The House of Lords debated - and passed - the NHS Funding Bill last week. UNISON wanted peers to see the health service as a special case and support its exemption from the levy-funding rules, which it describes as “restrictive”.
Reform would mean employers could use this money to pay the salaries of NHS apprentices and the wages of staff employed to cover them whilst they are training. UNISON also argues that levy cash should be ring-fenced in a new national NHS apprenticeship fund - to keep the money within the health service - and the two-year time limit dropped.
In the longer term, UNISON believes chronic staff shortages could be addressed by the government investing additional money in this new apprenticeship fund as part of the people plan for the NHS. The extra cash could fund the recruitment of more ‘earn as you learn’ apprentices – including in nursing where proper investment could make in-roads into the target of 50,000 additional staff.

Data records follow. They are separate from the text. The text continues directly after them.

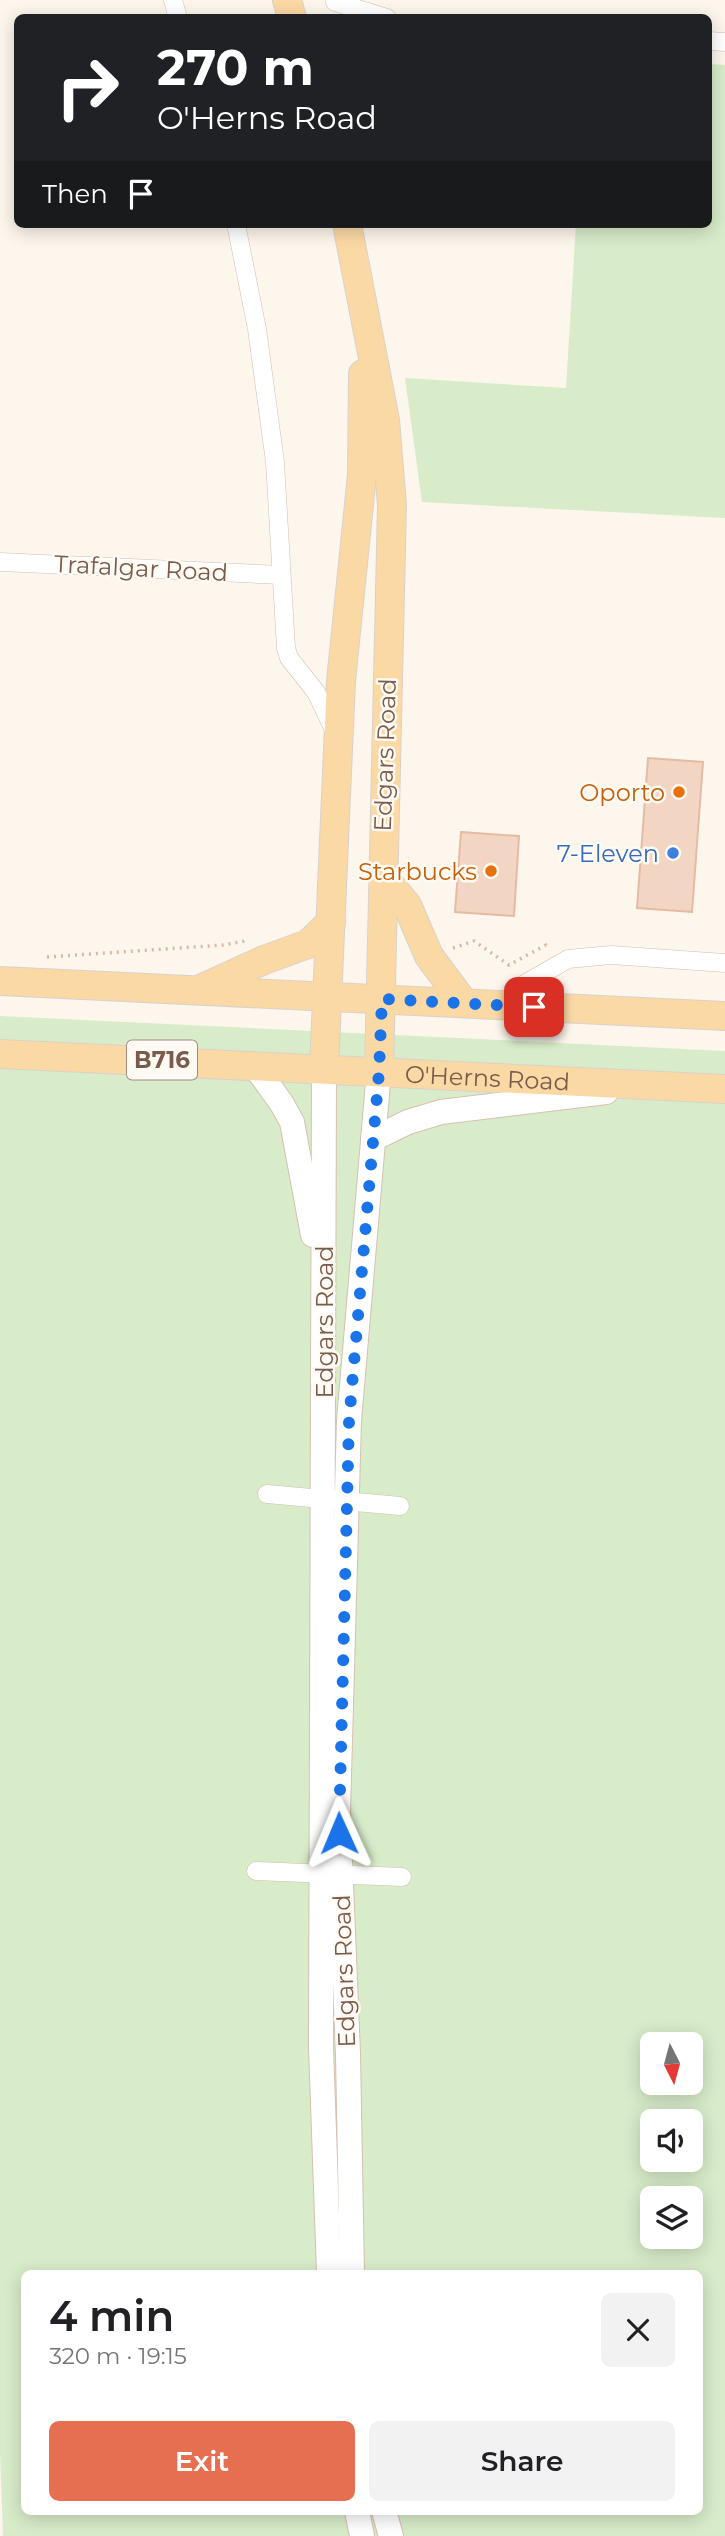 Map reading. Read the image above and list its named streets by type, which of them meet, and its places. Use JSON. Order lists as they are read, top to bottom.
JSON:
{
  "streets": {
    "main road": ["Edgars Road", "B716", "O'Herns Road"],
    "street": ["Trafalgar Road"]
  },
  "crossings": [
    ["Edgars Road", "O'Herns Road"]
  ],
  "places": ["Oporto", "7-Eleven", "Starbucks"],
  "north": "bottom",
  "page": {
    "turn": ["270 m", "O'Herns Road"],
    "then": "Then",
    "heading": ["4 min", "320 m · 19:15"],
    "buttons": ["Exit", "Share"]
  }
} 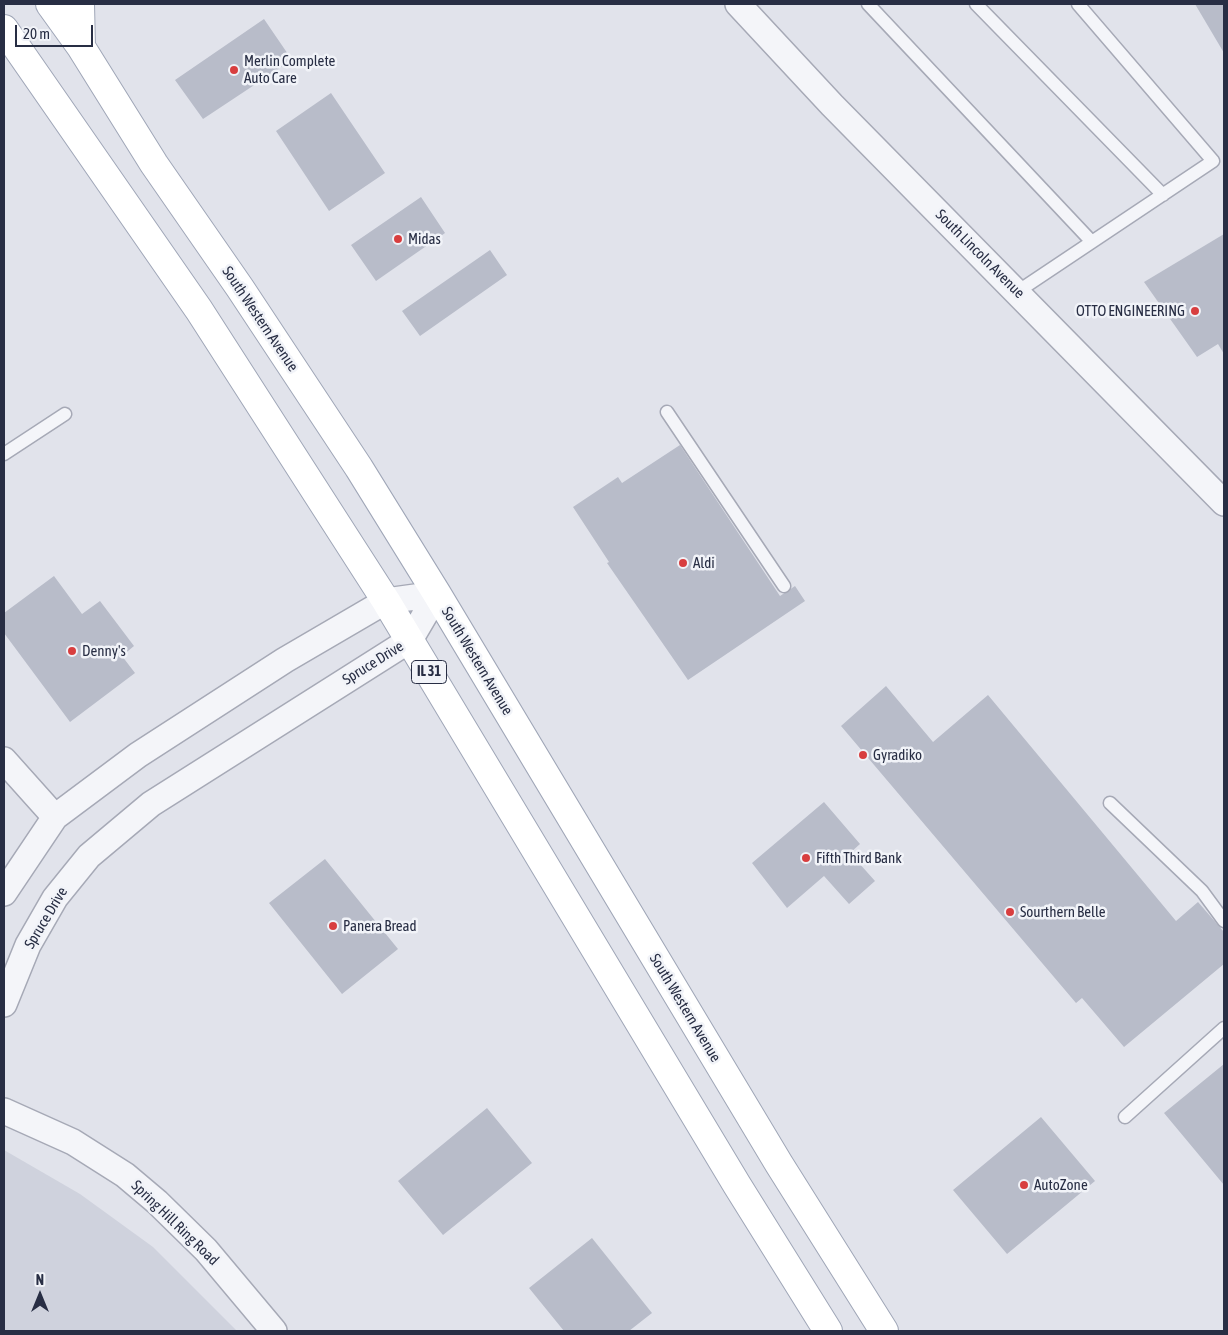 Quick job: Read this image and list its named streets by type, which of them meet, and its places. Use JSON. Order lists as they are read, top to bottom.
{
  "streets": {
    "main road": ["South Western Avenue", "IL 31"],
    "street": ["South Lincoln Avenue", "Spruce Drive", "Spring Hill Ring Road"]
  },
  "crossings": [
    ["South Western Avenue", "Spruce Drive"],
    ["Spruce Drive", "IL 31"]
  ],
  "places": [
    "Merlin Complete Auto Care",
    "Midas",
    "OTTO ENGINEERING",
    "Aldi",
    "Denny's",
    "Gyradiko",
    "Fifth Third Bank",
    "Sourthern Belle",
    "Panera Bread",
    "AutoZone"
  ],
  "scale_bar": "20 m",
  "north": "top"
} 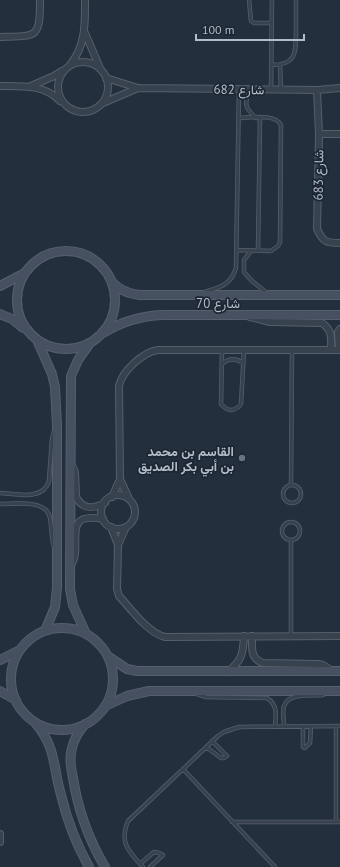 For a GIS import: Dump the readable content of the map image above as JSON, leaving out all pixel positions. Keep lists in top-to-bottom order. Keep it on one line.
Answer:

The issue of apprenticeships was raised during the Lords debate by Lord Young of Norwood Green, who described the situation as “worrying”, especially because of the large number of vacancies in the NHS. “The government have said that 5,000 of the 50,000 more nurses they promised by 2023-24 will come from degree apprenticeships.”
Lord Young suggested more could be done through sharing good practice and he referenced a collaborative approach involving three Trusts in the Gloucestershire area, each with different staffing requirements, which worked together and have successfully made significant use of the apprenticeship levy.
UNISON head of health Sara Gorton says: “The apprenticeship levy model is failing the NHS. Hundreds of millions of pounds that could fund more NHS staff is sitting idle while the health service buckles under the weight of tighter budgets and unfilled roles.”